- TASK STATEMENT: Could you print every line from the first one of the records below through the line containing "filter:drop-shadow(2px 0 #655744)", with both included and nothing else?

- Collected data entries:
==*==

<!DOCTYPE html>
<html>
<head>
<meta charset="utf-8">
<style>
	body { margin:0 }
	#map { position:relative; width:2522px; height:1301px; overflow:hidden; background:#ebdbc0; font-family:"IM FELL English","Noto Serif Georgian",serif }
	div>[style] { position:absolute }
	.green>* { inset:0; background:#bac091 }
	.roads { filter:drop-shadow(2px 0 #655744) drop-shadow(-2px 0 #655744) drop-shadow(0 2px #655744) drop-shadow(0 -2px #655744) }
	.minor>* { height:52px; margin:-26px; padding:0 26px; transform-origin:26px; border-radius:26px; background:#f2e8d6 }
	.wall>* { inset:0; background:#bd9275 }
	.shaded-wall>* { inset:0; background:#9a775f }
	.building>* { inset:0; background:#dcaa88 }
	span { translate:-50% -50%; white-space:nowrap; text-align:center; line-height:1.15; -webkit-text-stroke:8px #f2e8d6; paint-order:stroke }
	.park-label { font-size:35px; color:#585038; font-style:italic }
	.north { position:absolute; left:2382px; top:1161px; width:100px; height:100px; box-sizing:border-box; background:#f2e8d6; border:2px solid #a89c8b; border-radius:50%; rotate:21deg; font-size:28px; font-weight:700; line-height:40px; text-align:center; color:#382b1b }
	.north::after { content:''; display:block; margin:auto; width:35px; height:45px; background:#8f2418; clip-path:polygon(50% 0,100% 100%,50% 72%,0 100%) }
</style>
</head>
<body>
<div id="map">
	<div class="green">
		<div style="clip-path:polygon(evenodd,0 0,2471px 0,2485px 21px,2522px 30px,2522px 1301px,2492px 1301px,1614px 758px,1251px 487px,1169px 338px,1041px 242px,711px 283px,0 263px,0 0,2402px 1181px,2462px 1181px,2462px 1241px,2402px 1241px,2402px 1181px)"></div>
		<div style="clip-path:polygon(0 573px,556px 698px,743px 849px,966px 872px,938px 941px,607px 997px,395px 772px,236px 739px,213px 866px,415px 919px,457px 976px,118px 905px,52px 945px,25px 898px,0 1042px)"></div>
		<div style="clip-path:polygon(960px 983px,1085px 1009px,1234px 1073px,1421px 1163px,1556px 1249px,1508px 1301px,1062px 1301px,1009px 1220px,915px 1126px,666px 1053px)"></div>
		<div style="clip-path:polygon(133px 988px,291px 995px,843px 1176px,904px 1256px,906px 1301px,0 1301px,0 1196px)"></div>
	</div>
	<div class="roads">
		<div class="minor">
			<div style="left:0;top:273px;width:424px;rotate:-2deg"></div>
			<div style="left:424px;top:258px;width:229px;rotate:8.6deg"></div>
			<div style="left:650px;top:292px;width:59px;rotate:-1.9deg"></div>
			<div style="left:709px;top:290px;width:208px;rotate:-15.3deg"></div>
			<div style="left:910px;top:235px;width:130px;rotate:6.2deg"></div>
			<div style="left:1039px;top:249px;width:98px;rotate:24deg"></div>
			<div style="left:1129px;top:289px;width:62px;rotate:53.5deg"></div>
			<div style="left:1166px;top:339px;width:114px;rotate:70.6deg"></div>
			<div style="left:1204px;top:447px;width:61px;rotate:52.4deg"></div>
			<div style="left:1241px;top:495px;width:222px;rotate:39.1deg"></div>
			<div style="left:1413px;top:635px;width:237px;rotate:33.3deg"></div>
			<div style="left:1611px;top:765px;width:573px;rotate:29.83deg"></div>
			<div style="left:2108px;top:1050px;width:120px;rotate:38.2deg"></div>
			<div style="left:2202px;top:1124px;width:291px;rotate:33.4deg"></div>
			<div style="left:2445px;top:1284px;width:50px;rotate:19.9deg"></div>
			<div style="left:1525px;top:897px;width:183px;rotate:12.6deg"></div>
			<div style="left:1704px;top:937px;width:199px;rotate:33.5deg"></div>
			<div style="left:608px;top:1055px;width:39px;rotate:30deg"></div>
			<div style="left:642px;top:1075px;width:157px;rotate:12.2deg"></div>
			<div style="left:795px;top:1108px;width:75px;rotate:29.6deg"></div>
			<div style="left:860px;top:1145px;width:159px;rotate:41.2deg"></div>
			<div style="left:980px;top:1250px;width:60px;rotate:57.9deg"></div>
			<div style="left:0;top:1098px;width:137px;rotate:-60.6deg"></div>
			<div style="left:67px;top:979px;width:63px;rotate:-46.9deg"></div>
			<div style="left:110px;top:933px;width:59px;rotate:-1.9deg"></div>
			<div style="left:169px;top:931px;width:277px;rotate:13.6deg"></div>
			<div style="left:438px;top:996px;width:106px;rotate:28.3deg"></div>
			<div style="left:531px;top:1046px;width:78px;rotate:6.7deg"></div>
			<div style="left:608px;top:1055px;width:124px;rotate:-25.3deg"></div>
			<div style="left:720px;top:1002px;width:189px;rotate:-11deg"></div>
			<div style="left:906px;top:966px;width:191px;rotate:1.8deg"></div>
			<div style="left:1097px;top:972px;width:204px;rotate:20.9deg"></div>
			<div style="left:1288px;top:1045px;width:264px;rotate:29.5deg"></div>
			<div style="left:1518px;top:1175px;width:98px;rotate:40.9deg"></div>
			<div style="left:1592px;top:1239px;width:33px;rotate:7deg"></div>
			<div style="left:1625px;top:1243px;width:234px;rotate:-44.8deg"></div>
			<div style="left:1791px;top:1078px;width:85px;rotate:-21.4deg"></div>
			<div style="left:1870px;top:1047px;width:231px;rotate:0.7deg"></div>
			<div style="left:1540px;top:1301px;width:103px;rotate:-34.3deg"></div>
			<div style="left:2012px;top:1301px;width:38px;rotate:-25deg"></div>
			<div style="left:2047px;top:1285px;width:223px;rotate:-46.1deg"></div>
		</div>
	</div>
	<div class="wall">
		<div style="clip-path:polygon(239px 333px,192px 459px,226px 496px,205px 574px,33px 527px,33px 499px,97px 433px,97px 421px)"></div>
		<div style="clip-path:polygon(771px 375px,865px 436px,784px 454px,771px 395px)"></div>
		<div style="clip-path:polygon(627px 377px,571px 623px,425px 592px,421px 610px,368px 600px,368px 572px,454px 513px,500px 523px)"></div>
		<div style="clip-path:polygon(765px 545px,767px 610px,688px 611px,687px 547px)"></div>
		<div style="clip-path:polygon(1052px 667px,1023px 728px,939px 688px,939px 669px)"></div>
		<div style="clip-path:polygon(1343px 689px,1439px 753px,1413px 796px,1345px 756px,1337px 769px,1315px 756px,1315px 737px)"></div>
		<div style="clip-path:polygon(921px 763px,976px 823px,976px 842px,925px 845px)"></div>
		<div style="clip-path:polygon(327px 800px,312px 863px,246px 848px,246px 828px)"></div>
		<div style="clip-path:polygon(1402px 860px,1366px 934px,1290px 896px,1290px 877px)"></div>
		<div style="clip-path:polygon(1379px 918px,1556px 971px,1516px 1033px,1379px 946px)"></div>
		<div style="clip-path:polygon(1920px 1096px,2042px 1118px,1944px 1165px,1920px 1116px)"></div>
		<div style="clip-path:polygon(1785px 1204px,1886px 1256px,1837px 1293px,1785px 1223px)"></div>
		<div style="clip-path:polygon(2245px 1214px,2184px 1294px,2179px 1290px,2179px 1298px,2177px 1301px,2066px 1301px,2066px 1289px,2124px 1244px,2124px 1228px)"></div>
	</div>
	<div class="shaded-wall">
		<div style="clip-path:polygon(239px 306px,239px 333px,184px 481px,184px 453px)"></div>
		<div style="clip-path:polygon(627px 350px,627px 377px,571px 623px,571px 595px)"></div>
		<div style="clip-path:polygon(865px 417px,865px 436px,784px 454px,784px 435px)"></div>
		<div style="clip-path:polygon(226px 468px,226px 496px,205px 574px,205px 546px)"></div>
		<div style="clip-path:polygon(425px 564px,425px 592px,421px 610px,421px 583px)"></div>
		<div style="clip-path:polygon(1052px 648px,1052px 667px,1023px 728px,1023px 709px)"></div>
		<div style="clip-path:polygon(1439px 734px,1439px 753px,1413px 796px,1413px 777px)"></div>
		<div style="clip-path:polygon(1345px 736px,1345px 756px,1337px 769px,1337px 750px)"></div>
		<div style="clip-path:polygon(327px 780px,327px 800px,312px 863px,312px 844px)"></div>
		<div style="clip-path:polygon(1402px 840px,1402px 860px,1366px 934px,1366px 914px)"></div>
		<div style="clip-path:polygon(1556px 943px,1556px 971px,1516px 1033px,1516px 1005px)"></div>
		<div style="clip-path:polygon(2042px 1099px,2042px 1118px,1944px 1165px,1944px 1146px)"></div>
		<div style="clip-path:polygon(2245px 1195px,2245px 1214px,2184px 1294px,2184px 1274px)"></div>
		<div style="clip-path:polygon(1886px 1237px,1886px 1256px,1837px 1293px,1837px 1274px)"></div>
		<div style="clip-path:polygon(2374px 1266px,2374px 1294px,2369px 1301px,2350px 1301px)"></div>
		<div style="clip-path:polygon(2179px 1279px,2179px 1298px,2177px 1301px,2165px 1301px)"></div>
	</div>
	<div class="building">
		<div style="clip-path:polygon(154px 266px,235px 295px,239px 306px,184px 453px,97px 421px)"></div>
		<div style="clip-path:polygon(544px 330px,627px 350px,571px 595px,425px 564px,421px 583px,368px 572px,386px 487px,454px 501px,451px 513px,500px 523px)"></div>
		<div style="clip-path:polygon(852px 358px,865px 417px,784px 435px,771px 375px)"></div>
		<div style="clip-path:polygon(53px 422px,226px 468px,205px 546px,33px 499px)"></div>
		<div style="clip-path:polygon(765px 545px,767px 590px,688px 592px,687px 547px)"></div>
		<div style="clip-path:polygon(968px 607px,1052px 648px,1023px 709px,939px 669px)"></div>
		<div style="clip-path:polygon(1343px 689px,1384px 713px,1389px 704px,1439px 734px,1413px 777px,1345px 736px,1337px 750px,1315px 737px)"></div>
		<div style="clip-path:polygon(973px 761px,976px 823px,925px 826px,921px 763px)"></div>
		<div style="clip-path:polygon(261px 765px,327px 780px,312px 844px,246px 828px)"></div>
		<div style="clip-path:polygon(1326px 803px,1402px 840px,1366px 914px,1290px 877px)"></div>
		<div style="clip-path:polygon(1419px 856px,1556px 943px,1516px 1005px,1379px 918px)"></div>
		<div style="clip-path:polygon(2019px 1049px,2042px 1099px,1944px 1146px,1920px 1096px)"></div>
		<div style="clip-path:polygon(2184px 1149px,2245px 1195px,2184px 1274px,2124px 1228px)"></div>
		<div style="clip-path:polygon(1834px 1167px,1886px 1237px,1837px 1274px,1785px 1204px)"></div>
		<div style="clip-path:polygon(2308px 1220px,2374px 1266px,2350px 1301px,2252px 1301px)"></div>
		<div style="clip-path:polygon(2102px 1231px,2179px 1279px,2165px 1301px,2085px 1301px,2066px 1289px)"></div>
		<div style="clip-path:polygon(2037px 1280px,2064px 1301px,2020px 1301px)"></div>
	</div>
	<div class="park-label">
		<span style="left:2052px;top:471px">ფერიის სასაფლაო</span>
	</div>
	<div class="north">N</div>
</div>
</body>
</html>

==*==

- TASK ANSWER:
<!DOCTYPE html>
<html>
<head>
<meta charset="utf-8">
<style>
	body { margin:0 }
	#map { position:relative; width:2522px; height:1301px; overflow:hidden; background:#ebdbc0; font-family:"IM FELL English","Noto Serif Georgian",serif }
	div>[style] { position:absolute }
	.green>* { inset:0; background:#bac091 }
	.roads { filter:drop-shadow(2px 0 #655744) drop-shadow(-2px 0 #655744) drop-shadow(0 2px #655744) drop-shadow(0 -2px #655744) }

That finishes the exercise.